What you have to do: A bare count is the expected answer, namely the number of lines in the records that have the word "linejoin".

Data supplied:
————

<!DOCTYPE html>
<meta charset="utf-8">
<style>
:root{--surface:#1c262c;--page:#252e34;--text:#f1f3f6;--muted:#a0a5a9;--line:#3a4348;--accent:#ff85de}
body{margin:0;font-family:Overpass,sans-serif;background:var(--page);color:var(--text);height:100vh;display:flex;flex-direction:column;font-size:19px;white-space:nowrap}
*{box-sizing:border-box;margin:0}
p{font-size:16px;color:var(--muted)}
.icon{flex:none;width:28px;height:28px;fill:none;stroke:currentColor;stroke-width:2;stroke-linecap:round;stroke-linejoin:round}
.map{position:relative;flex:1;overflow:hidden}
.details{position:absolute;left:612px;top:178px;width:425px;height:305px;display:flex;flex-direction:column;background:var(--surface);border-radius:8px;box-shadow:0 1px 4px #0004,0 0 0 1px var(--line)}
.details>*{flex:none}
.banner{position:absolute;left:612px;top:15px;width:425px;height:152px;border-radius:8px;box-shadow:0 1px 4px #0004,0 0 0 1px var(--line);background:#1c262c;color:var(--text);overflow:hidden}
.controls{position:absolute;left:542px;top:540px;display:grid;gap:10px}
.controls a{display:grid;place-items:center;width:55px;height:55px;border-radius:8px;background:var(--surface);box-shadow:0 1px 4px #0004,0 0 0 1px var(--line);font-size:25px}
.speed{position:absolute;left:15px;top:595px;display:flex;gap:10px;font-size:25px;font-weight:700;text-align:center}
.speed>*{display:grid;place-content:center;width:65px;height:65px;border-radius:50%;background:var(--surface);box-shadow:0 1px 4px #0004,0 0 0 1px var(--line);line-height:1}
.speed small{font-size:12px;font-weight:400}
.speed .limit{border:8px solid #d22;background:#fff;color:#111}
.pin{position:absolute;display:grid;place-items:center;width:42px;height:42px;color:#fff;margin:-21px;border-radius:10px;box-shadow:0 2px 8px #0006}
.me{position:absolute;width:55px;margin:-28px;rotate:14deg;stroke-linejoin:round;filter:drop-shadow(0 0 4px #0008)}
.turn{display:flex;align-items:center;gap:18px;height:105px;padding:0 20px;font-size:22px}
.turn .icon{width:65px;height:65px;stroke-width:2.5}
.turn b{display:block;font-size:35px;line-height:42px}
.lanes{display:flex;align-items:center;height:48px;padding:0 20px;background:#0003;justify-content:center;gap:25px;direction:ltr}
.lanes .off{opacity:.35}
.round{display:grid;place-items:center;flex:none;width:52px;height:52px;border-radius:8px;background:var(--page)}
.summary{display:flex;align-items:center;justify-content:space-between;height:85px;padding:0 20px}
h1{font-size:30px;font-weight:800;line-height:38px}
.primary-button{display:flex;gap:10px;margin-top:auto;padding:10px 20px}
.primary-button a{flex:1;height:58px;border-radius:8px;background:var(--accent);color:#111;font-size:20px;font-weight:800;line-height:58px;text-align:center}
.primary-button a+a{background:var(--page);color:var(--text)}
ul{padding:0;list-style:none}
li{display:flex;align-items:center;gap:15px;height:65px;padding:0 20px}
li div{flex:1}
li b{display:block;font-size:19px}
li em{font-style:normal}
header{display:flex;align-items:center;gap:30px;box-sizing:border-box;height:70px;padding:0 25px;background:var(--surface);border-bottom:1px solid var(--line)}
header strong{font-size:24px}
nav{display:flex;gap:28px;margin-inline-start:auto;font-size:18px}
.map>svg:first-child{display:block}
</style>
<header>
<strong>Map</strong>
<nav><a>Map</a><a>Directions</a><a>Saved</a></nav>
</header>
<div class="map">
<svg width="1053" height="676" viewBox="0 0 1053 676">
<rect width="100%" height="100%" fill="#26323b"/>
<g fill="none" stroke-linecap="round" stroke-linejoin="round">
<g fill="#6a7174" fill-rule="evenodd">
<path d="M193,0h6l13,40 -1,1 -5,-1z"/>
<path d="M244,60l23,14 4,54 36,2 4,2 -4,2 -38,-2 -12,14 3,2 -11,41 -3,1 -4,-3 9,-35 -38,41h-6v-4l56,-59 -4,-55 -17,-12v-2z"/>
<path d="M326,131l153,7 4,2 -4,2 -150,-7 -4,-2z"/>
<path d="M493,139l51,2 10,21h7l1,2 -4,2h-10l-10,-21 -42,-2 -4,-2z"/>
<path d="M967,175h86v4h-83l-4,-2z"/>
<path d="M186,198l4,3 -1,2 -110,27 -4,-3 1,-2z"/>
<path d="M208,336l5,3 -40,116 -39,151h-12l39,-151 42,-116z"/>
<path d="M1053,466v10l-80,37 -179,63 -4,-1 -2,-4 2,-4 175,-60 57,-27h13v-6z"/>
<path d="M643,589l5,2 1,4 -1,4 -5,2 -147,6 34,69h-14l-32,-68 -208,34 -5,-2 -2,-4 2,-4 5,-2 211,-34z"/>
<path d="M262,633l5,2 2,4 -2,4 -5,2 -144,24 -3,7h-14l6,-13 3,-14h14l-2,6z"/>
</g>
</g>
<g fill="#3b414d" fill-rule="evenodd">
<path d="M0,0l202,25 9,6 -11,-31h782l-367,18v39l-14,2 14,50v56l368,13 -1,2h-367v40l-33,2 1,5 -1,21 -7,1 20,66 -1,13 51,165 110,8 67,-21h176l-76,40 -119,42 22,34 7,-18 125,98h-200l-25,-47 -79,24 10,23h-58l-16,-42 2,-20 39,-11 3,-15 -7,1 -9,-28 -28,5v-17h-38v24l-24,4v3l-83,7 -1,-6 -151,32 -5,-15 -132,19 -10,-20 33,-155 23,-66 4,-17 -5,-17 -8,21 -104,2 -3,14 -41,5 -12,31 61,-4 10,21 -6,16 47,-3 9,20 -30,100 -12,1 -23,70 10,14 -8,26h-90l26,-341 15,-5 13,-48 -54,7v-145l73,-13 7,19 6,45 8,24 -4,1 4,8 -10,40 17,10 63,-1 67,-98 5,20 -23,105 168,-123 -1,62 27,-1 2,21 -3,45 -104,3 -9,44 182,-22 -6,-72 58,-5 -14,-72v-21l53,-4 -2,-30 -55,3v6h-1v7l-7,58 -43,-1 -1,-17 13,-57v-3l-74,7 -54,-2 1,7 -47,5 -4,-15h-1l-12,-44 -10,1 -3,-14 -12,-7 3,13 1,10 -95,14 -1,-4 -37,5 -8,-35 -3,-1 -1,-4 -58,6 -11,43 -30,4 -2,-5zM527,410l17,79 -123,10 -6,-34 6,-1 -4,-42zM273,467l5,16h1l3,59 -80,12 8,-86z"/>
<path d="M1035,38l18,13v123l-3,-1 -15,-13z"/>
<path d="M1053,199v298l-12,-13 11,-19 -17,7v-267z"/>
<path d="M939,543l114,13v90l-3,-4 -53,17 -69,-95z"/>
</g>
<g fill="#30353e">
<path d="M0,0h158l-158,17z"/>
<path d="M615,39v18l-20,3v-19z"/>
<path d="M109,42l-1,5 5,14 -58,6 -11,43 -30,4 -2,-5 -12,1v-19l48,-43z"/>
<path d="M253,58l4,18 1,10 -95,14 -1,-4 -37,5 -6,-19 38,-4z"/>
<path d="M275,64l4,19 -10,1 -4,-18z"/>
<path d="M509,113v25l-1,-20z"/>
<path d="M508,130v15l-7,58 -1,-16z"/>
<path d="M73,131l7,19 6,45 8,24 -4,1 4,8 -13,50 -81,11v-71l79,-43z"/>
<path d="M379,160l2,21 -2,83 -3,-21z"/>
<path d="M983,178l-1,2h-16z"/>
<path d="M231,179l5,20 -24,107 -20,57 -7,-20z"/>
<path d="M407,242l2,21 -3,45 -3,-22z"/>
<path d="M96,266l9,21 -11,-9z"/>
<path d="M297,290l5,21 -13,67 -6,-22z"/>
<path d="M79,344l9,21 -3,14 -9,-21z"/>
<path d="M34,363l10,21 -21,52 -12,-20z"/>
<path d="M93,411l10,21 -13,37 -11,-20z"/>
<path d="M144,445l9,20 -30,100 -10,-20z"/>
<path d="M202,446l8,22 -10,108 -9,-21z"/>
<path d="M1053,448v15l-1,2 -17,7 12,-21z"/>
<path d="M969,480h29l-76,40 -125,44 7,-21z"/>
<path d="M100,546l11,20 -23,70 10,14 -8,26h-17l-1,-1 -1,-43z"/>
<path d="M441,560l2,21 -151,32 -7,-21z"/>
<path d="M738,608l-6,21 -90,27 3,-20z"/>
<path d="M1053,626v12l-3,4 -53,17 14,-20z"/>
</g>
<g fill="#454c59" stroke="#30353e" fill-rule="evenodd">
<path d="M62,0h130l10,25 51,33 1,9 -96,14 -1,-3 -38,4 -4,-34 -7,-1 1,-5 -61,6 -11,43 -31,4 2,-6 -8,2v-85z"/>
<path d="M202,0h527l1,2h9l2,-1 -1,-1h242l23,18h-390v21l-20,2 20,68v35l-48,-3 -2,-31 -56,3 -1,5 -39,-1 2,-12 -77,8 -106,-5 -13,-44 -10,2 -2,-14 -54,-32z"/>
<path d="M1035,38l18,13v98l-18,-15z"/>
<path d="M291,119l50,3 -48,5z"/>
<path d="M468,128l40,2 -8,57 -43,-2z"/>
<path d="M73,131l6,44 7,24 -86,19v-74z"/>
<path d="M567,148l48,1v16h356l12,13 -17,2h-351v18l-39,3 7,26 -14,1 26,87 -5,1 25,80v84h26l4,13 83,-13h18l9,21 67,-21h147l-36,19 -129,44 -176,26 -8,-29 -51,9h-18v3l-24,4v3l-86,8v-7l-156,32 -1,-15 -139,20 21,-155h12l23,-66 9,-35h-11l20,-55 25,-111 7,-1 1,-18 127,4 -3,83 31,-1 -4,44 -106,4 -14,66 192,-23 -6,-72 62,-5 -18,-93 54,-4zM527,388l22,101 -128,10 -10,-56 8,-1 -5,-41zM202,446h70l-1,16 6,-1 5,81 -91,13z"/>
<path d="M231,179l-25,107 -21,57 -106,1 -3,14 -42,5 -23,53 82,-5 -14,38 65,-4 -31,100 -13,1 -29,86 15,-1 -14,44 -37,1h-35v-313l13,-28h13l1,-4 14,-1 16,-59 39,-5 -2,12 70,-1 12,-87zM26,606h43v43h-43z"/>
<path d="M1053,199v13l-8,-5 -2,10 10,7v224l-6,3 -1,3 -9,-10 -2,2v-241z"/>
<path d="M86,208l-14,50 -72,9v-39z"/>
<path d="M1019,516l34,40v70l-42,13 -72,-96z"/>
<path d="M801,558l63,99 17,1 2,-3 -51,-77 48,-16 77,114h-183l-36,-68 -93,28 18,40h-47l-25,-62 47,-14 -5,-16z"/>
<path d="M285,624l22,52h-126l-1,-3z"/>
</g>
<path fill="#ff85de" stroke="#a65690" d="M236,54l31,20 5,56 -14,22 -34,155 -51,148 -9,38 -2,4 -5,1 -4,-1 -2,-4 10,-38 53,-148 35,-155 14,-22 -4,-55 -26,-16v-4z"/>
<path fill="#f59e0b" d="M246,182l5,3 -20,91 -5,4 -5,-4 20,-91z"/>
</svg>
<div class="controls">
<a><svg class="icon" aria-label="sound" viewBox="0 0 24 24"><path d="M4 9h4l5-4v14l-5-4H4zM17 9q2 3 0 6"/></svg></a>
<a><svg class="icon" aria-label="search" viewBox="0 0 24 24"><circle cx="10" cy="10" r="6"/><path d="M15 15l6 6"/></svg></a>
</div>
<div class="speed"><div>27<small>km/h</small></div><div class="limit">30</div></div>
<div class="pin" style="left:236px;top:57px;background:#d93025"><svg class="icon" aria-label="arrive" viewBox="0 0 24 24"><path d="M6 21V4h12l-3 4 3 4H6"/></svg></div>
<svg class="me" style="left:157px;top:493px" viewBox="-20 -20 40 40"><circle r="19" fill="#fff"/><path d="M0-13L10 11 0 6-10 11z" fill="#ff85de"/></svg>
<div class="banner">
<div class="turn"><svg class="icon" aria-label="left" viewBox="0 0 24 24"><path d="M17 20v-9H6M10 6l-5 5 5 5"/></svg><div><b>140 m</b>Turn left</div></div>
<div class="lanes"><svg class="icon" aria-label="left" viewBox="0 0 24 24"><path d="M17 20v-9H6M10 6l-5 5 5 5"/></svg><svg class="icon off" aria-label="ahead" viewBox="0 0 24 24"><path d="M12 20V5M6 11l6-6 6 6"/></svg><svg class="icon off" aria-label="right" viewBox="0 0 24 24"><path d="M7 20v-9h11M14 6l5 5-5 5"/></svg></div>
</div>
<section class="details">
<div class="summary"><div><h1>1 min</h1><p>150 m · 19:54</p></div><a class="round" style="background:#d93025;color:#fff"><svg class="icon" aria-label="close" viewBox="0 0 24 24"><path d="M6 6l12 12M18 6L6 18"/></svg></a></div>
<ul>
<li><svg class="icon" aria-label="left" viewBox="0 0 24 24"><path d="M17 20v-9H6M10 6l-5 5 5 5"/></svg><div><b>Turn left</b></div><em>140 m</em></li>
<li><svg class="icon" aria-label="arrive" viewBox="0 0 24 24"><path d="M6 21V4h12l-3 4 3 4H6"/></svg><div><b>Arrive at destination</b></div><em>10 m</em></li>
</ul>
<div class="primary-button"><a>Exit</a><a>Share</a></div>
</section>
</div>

————

Task result: 3